Input data:
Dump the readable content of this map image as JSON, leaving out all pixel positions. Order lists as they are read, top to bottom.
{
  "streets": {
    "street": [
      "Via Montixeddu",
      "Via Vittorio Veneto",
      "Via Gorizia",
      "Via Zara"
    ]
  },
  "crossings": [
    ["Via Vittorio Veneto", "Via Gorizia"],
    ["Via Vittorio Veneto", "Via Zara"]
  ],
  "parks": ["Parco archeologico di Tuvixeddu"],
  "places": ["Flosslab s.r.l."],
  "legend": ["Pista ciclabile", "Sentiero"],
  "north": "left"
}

Your assignment:
An exact copy of every record is needed, so retype them all.

Output of the exercise:
Dump the readable content of this map image as JSON, leaving out all pixel positions. Order lists as they are read, top to bottom.
{
  "streets": {
    "street": [
      "Via Montixeddu",
      "Via Vittorio Veneto",
      "Via Gorizia",
      "Via Zara"
    ]
  },
  "crossings": [
    ["Via Vittorio Veneto", "Via Gorizia"],
    ["Via Vittorio Veneto", "Via Zara"]
  ],
  "parks": ["Parco archeologico di Tuvixeddu"],
  "places": ["Flosslab s.r.l."],
  "legend": ["Pista ciclabile", "Sentiero"],
  "north": "left"
}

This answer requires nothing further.